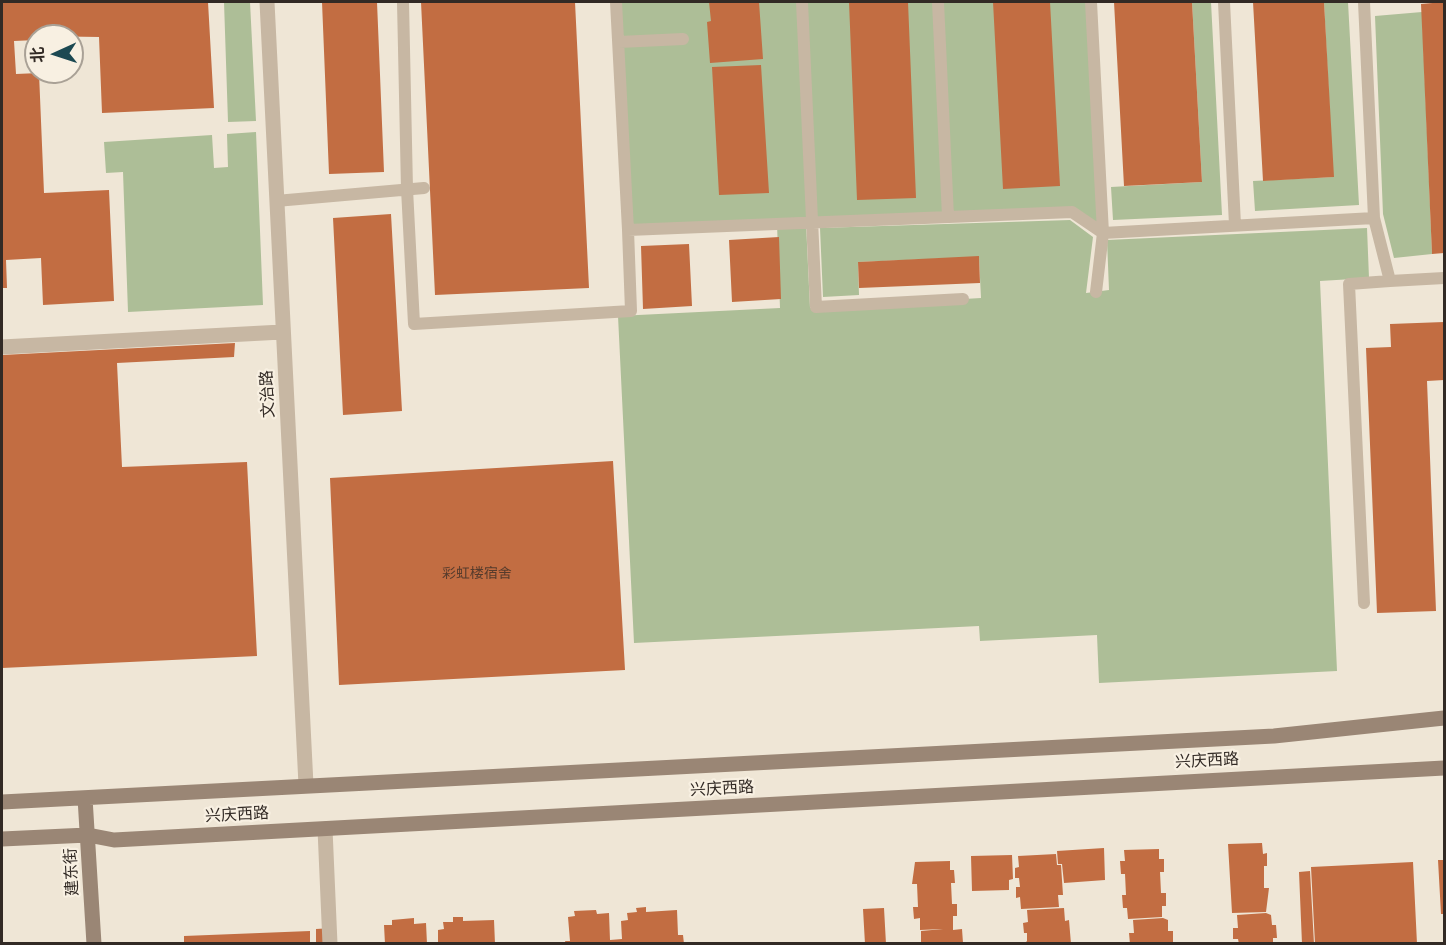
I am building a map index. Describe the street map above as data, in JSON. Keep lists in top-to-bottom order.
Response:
{
  "streets": {
    "main road": ["兴庆西路", "建东街"],
    "street": ["文治路"]
  },
  "crossings": [
    ["文治路", "兴庆西路"],
    ["兴庆西路", "建东街"]
  ],
  "house_numbers": ["彩虹楼宿舍"],
  "north": "left"
}
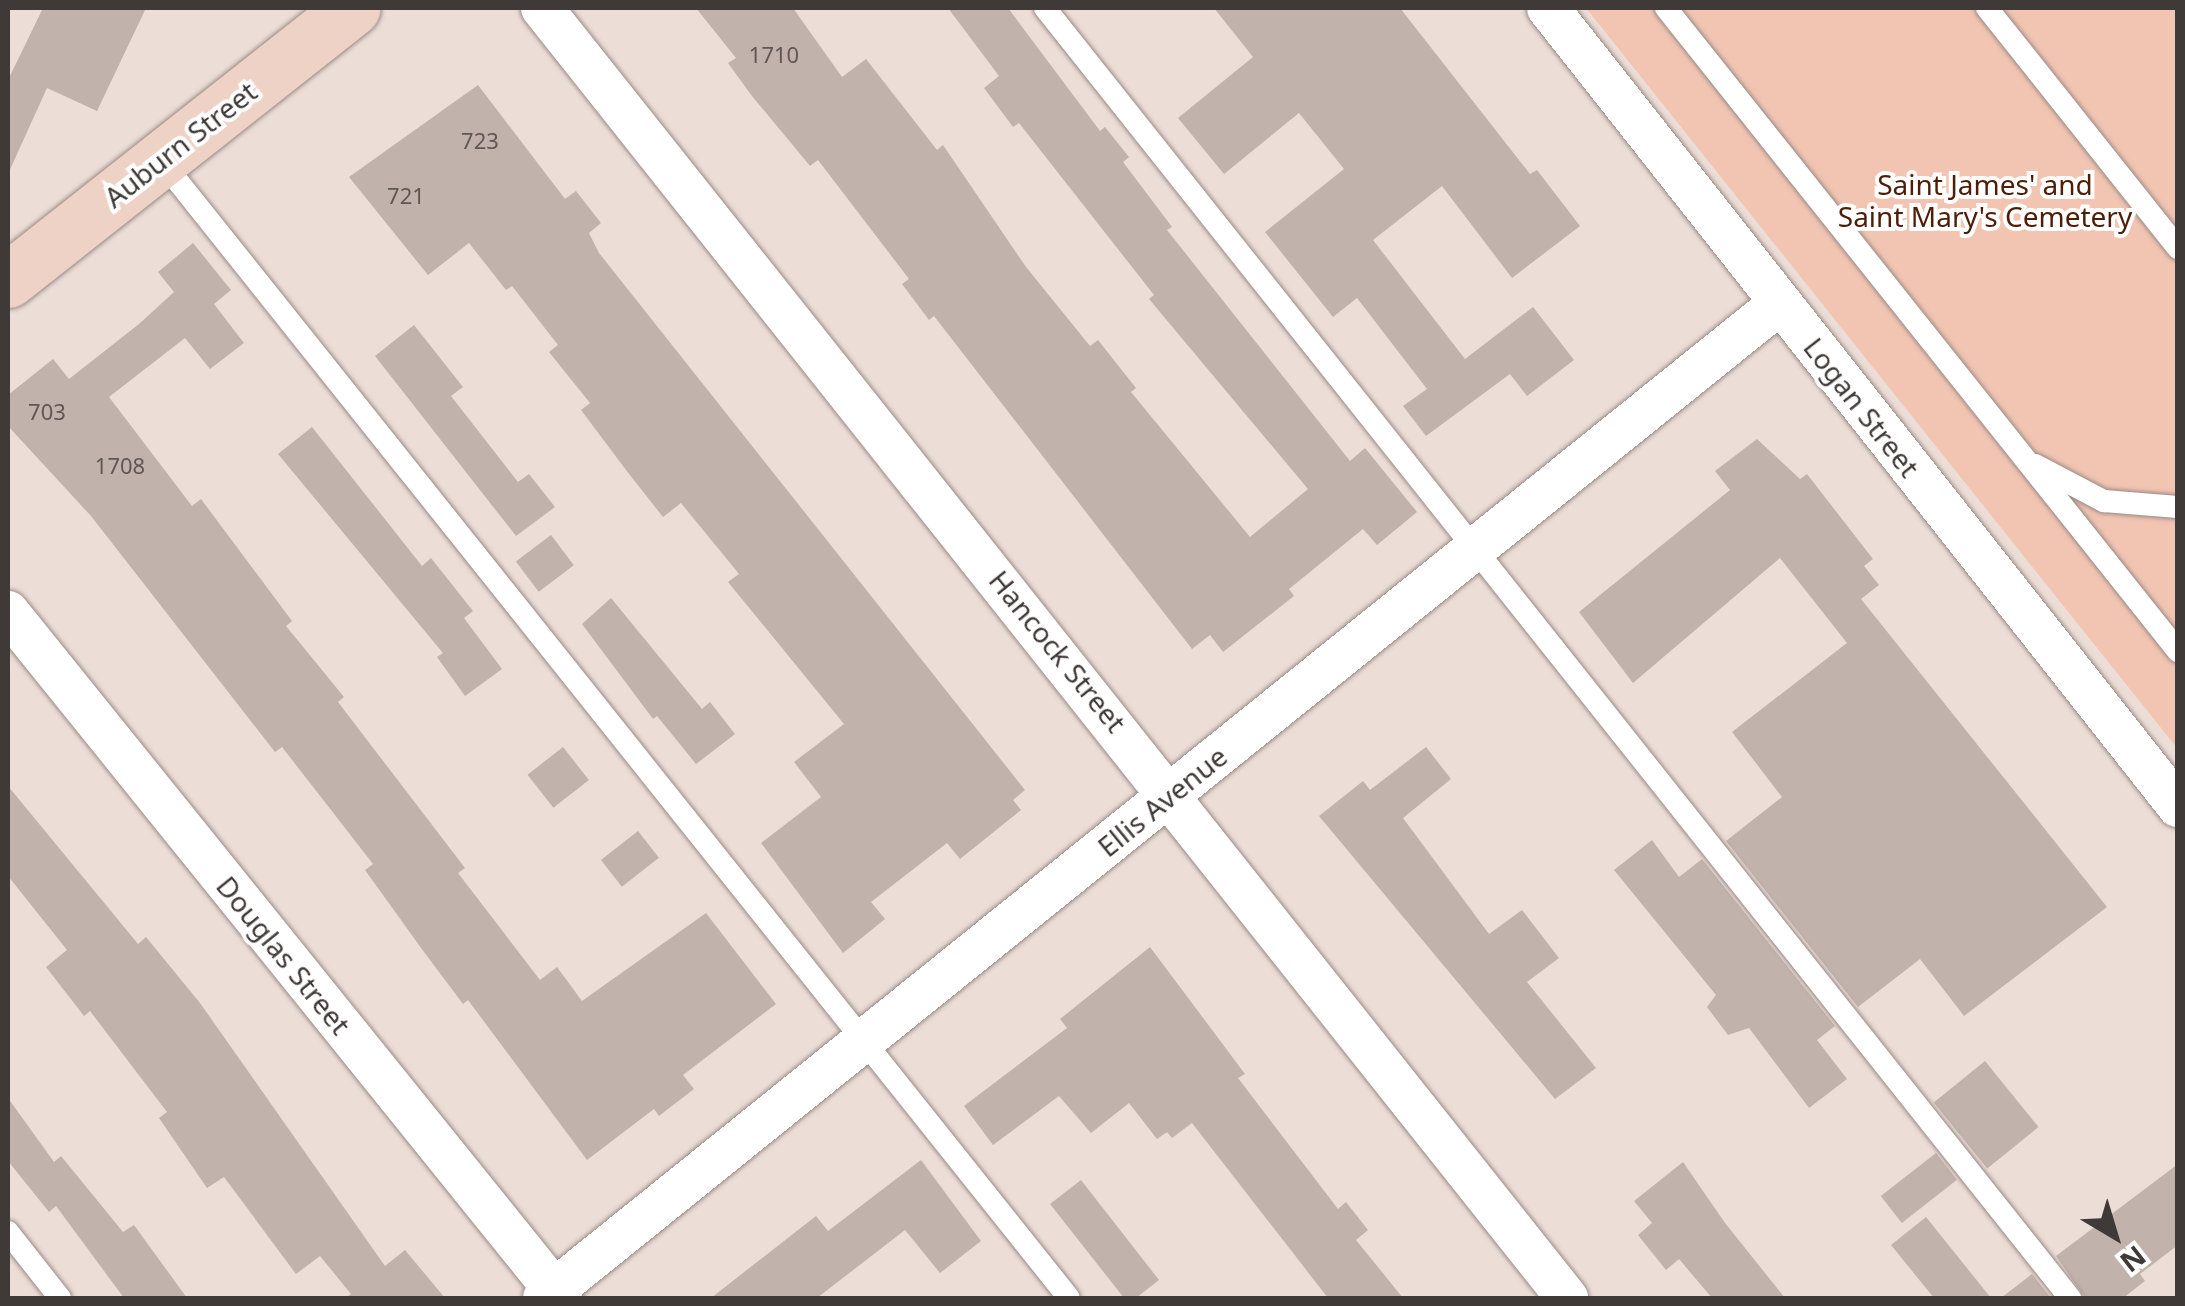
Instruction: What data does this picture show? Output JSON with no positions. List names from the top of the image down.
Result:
{
  "streets": {
    "main road": ["Auburn Street"],
    "street": [
      "Logan Street",
      "Hancock Street",
      "Ellis Avenue",
      "Douglas Street"
    ]
  },
  "crossings": [
    ["Logan Street", "Ellis Avenue"],
    ["Hancock Street", "Ellis Avenue"],
    ["Ellis Avenue", "Douglas Street"]
  ],
  "parks": ["Saint James' and Saint Mary's Cemetery"],
  "house_numbers": [
    "1710",
    "723",
    "721",
    "703",
    "1708"
  ],
  "north": "bottom right"
}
───
Task details: Each record above has to be written out again in full, but its pictures must not be.

Answer box:
I am building a map index. Describe the street map above as data, in JSON. Keep lists in top-to-bottom order.
Response:
{
  "streets": {
    "main road": ["兴庆西路", "建东街"],
    "street": ["文治路"]
  },
  "crossings": [
    ["文治路", "兴庆西路"],
    ["兴庆西路", "建东街"]
  ],
  "house_numbers": ["彩虹楼宿舍"],
  "north": "left"
}
Instruction: What data does this picture show? Output JSON with no positions. List names from the top of the image down.
Result:
{
  "streets": {
    "main road": ["Auburn Street"],
    "street": [
      "Logan Street",
      "Hancock Street",
      "Ellis Avenue",
      "Douglas Street"
    ]
  },
  "crossings": [
    ["Logan Street", "Ellis Avenue"],
    ["Hancock Street", "Ellis Avenue"],
    ["Ellis Avenue", "Douglas Street"]
  ],
  "parks": ["Saint James' and Saint Mary's Cemetery"],
  "house_numbers": [
    "1710",
    "723",
    "721",
    "703",
    "1708"
  ],
  "north": "bottom right"
}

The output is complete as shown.